[Collected data]

——————————

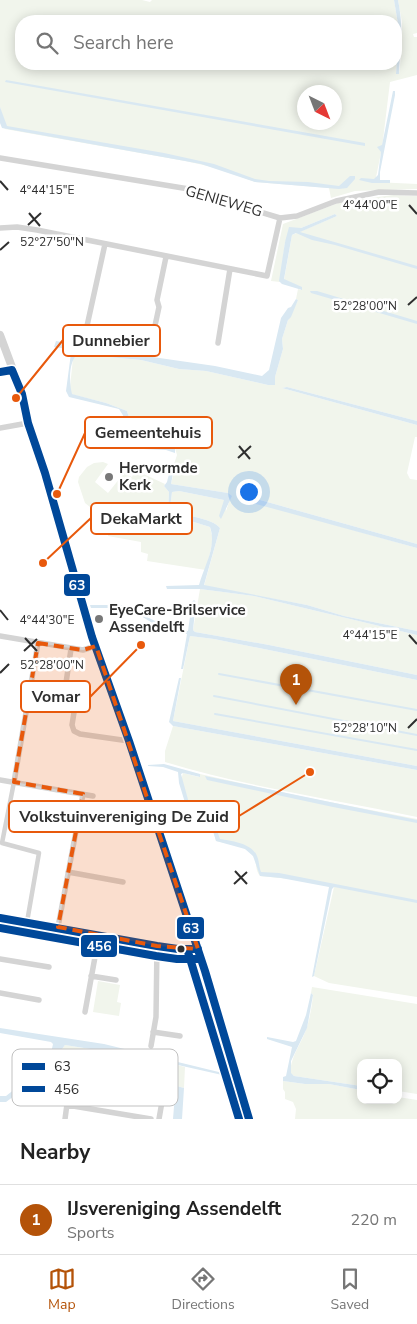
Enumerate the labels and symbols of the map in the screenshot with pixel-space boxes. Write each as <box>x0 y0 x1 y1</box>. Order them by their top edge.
north arrow <box>297 85 342 130</box>
street label: GENIEWEG <box>183 180 265 222</box>
text: 4°44'15"E <box>20 182 74 198</box>
text: 4°44'00"E <box>343 197 397 213</box>
text: 52°27'50"N <box>20 234 84 250</box>
text: 52°28'00"N <box>333 298 397 314</box>
callout: Dunnebier <box>63 325 160 356</box>
text: Dunnebier <box>72 330 150 352</box>
callout: Gemeentehuis <box>85 417 212 448</box>
text: Gemeentehuis <box>95 422 201 444</box>
place label: Hervormde Kerk <box>119 458 198 495</box>
marker: Hervormde Kerk <box>103 471 115 483</box>
your location <box>236 479 262 505</box>
callout: DekaMarkt <box>91 503 192 534</box>
text: DekaMarkt <box>100 508 183 530</box>
line badge: 63 <box>63 573 91 597</box>
text: 63 <box>69 576 85 595</box>
place label: EyeCare-Brilservice Assendelft <box>109 600 246 637</box>
text: 4°44'30"E <box>20 612 74 628</box>
marker: EyeCare-Brilservice Assendelft <box>93 613 105 625</box>
text: 4°44'15"E <box>343 627 397 643</box>
text: 52°28'00"N <box>20 657 84 673</box>
pin: 1 <box>280 664 312 705</box>
callout: Vomar <box>21 681 90 712</box>
text: Vomar <box>31 686 81 708</box>
text: 52°28'10"N <box>333 720 397 736</box>
callout: Volkstuinvereniging De Zuid <box>9 801 239 832</box>
text: Volkstuinvereniging De Zuid <box>18 806 229 828</box>
line badge: 63 <box>176 916 205 940</box>
text: 63 <box>183 919 199 938</box>
line badge: 456 <box>80 934 118 958</box>
text: 456 <box>86 937 112 956</box>
unlabelled marker <box>176 944 186 954</box>
legend <box>12 1049 178 1106</box>
text: 63 <box>54 1057 71 1076</box>
text: 456 <box>54 1080 79 1099</box>

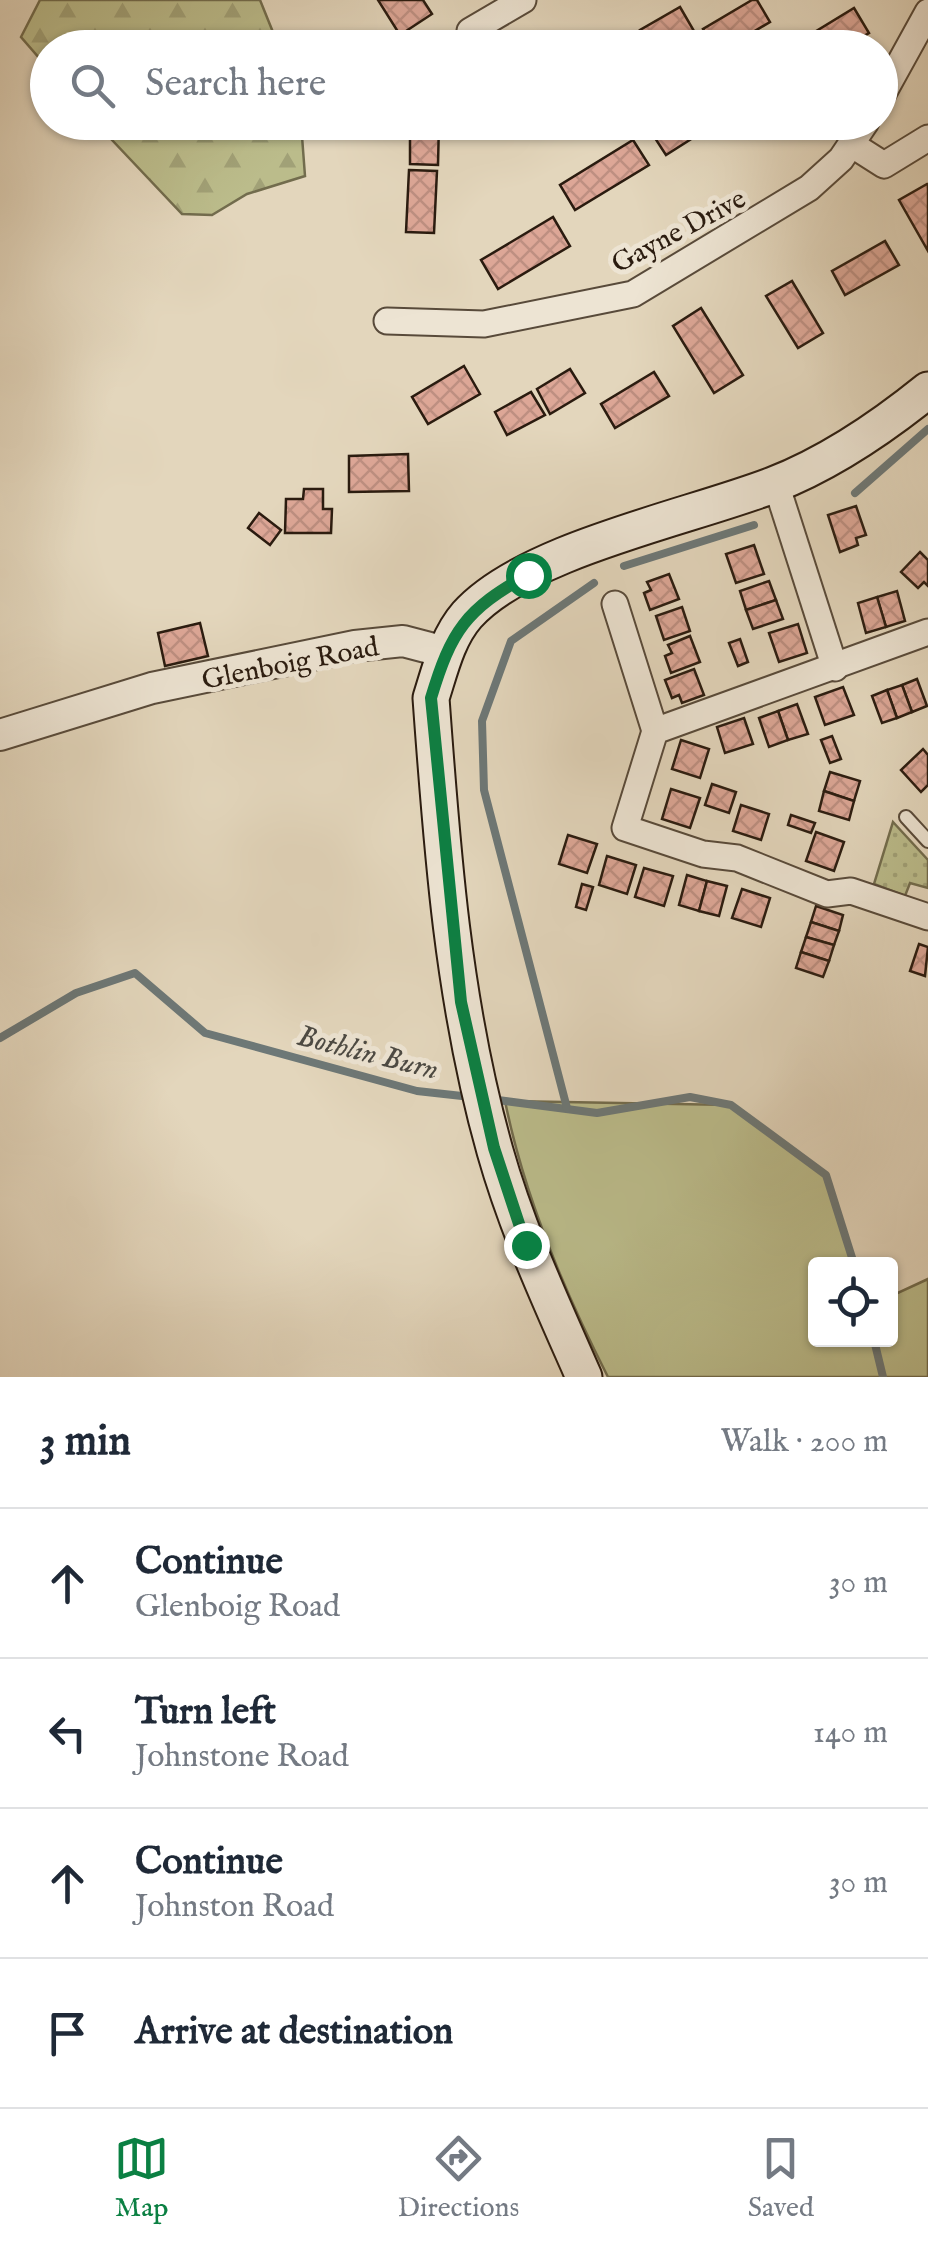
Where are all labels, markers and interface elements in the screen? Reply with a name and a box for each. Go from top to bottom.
search box [30,30,898,140]
icon: search [65,58,120,113]
text: Search here [145,61,326,109]
street label: Gayne Drive [606,182,752,282]
route start [506,553,552,599]
street label: Glenboig Road [199,630,382,699]
water label: Bothlin Burn [293,1018,442,1090]
route end [504,1223,550,1269]
map controls [808,1257,898,1347]
button: locate [808,1257,898,1347]
text: 3 min [40,1416,131,1469]
text: Walk · 200 m [721,1422,888,1463]
text: Continue [135,1539,283,1587]
icon: ahead [40,1556,95,1611]
text: 30 m [829,1563,888,1604]
text: Glenboig Road [135,1587,340,1628]
text: Turn left [135,1689,276,1737]
icon: left [40,1706,95,1761]
text: 140 m [813,1713,888,1754]
text: Johnstone Road [135,1737,349,1778]
text: Continue [135,1839,283,1887]
icon: ahead [40,1856,95,1911]
text: 30 m [829,1863,888,1904]
text: Johnston Road [135,1887,334,1928]
icon: arrive [40,2006,95,2061]
text: Arrive at destination [135,2009,453,2057]
tab: Map [114,2131,169,2226]
tab: Directions [397,2131,519,2226]
tab: Saved [748,2131,814,2226]

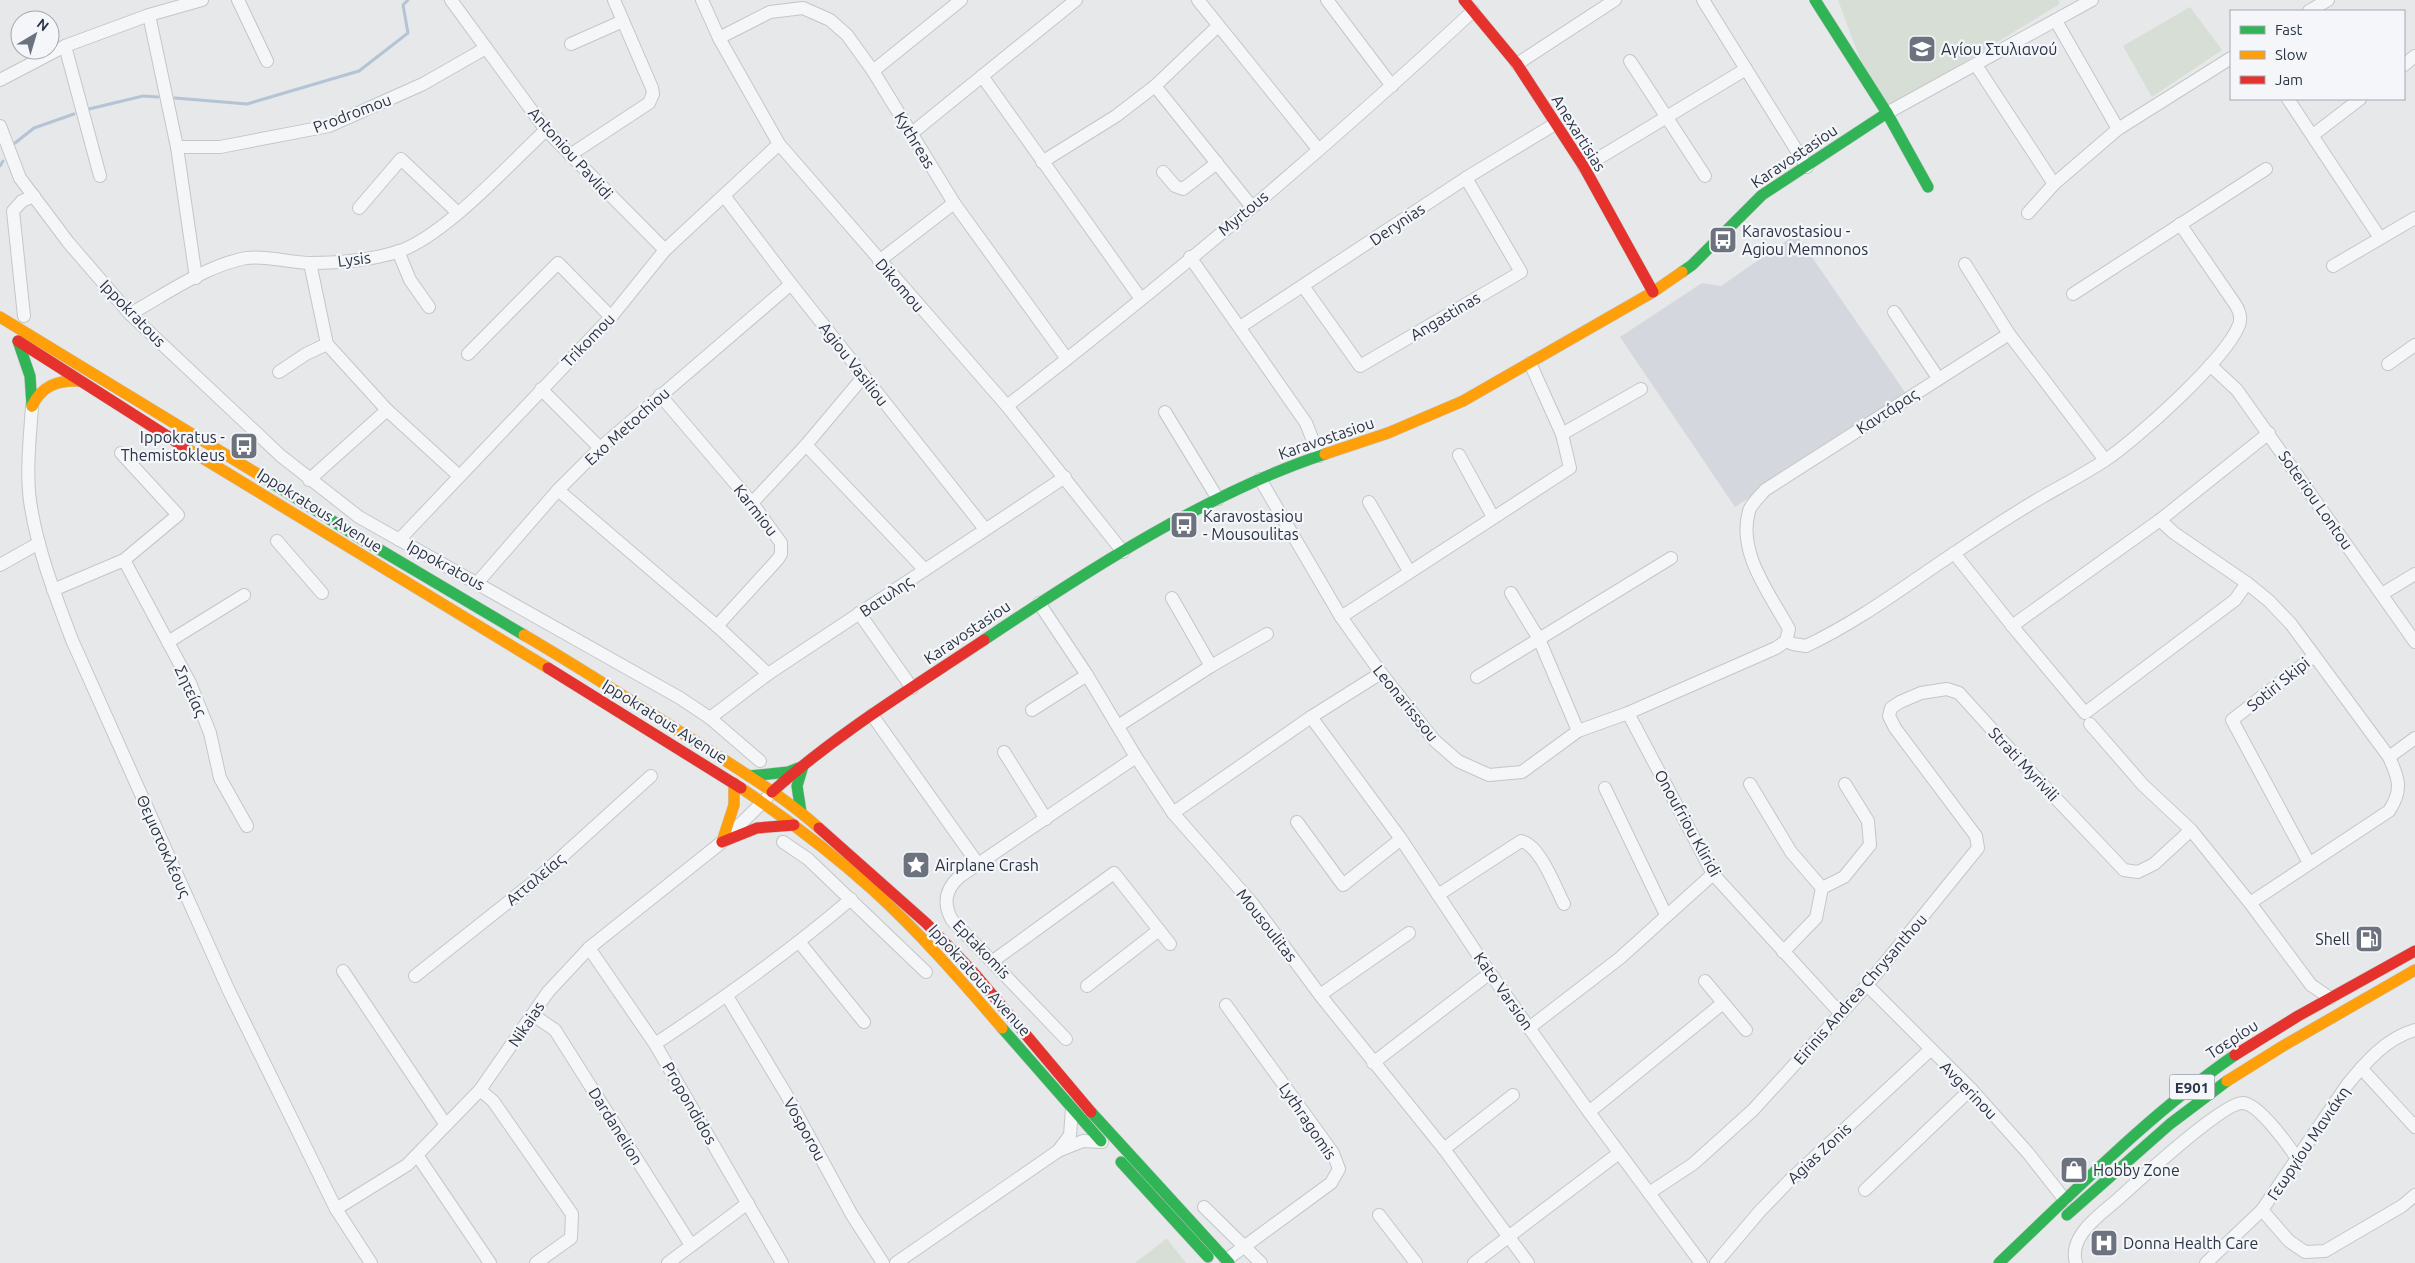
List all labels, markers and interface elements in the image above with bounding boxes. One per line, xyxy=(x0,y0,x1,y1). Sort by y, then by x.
north arrow xyxy=(10,10,60,60)
legend xyxy=(2230,10,2405,100)
text: N xyxy=(34,15,52,34)
text: Fast xyxy=(2275,21,2303,38)
school or university icon: Αγίου Στυλιανού xyxy=(1907,34,1937,64)
place label: Αγίου Στυλιανού xyxy=(1941,40,2057,58)
text: Slow xyxy=(2275,46,2308,63)
text: Jam xyxy=(2275,71,2303,88)
street label: Prodromou xyxy=(310,90,394,136)
street label: Anexartisias xyxy=(1548,91,1610,175)
street label: Antoniou Pavlidi xyxy=(525,103,617,203)
street label: Kythreas xyxy=(891,108,939,172)
street label: Karavostasiou xyxy=(1747,121,1841,191)
street label: Myrtous xyxy=(1214,187,1272,239)
street label: Derynias xyxy=(1366,199,1428,249)
place label: Karavostasiou - Agiou Memnonos xyxy=(1742,222,1868,258)
bus stop icon: Karavostasiou - Agiou Memnonos xyxy=(1708,225,1738,255)
street label: Lysis xyxy=(336,248,372,270)
street label: Dikomou xyxy=(872,255,928,315)
street label: Ippokratous xyxy=(97,276,169,350)
street label: Angastinas xyxy=(1407,288,1483,344)
street label: Trikomou xyxy=(558,309,618,371)
street label: Agiou Vasiliou xyxy=(816,319,892,409)
street label: Exo Metochiou xyxy=(581,383,673,469)
street label: Καντάρας xyxy=(1853,384,1922,438)
street label: Karavostasiou xyxy=(1276,413,1376,463)
place label: Ippokratus - Themistokleus xyxy=(121,428,225,464)
bus stop icon: Ippokratus - Themistokleus xyxy=(229,431,259,461)
street label: Soteriou Lontou xyxy=(2275,447,2357,553)
street label: Ippokratous Avenue xyxy=(254,464,386,556)
street label: Karmiou xyxy=(730,481,782,539)
place label: Karavostasiou - Mousoulitas xyxy=(1203,507,1303,543)
bus stop icon: Karavostasiou - Mousoulitas xyxy=(1169,510,1199,540)
street label: Ippokratous xyxy=(404,536,488,594)
street label: Βατυλης xyxy=(856,572,917,621)
street label: Karavostasiou xyxy=(920,597,1014,667)
street label: Sotiri Skipi xyxy=(2243,653,2313,715)
street label: Leonarisssou xyxy=(1370,661,1442,745)
street label: Σητείας xyxy=(171,663,211,720)
street label: Ippokratous Avenue xyxy=(599,675,731,767)
street label: Strati Myrivili xyxy=(1985,723,2063,805)
street label: Onoufriou Kliridi xyxy=(1651,766,1725,880)
street label: Θεμιστοκλέους xyxy=(132,792,195,901)
street label: Ατταλείας xyxy=(502,849,569,909)
place icon: Airplane Crash xyxy=(901,850,931,880)
place label: Airplane Crash xyxy=(935,856,1039,874)
street label: Mousoulitas xyxy=(1233,885,1301,965)
street label: Eirinis Andrea Chrysanthou xyxy=(1790,910,1930,1068)
street label: Eptakomis xyxy=(950,916,1014,982)
street label: Ippokratous Avenue xyxy=(925,921,1035,1039)
fuel station icon: Shell xyxy=(2354,924,2384,954)
place label: Shell xyxy=(2315,930,2350,948)
street label: Kato Varsion xyxy=(1471,949,1537,1033)
street label: Nikaias xyxy=(504,998,548,1050)
street label: Τσερίου xyxy=(2203,1016,2261,1062)
street label: Avgerinou xyxy=(1937,1057,2001,1123)
street label: Propondidos xyxy=(659,1059,721,1147)
road number: E901 xyxy=(2170,1074,2214,1100)
street label: Lythragomis xyxy=(1276,1079,1340,1163)
street label: Γεωργίου Μανιάκη xyxy=(2263,1083,2353,1203)
street label: Dardanelion xyxy=(585,1084,647,1168)
street label: Vosporou xyxy=(780,1094,830,1164)
street label: Agias Zonis xyxy=(1783,1119,1855,1187)
shop icon: Hobby Zone xyxy=(2059,1155,2089,1185)
place label: Hobby Zone xyxy=(2093,1161,2180,1179)
hospital icon: Donna Health Care xyxy=(2089,1228,2119,1258)
place label: Donna Health Care xyxy=(2123,1234,2258,1252)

——————————

● **EXERCISE REQUIREMENTS**: Where a line of the entries above holds the word "Health", return that line.

● **EXERCISE RESULT**:
hospital icon: Donna Health Care xyxy=(2089,1228,2119,1258)
place label: Donna Health Care xyxy=(2123,1234,2258,1252)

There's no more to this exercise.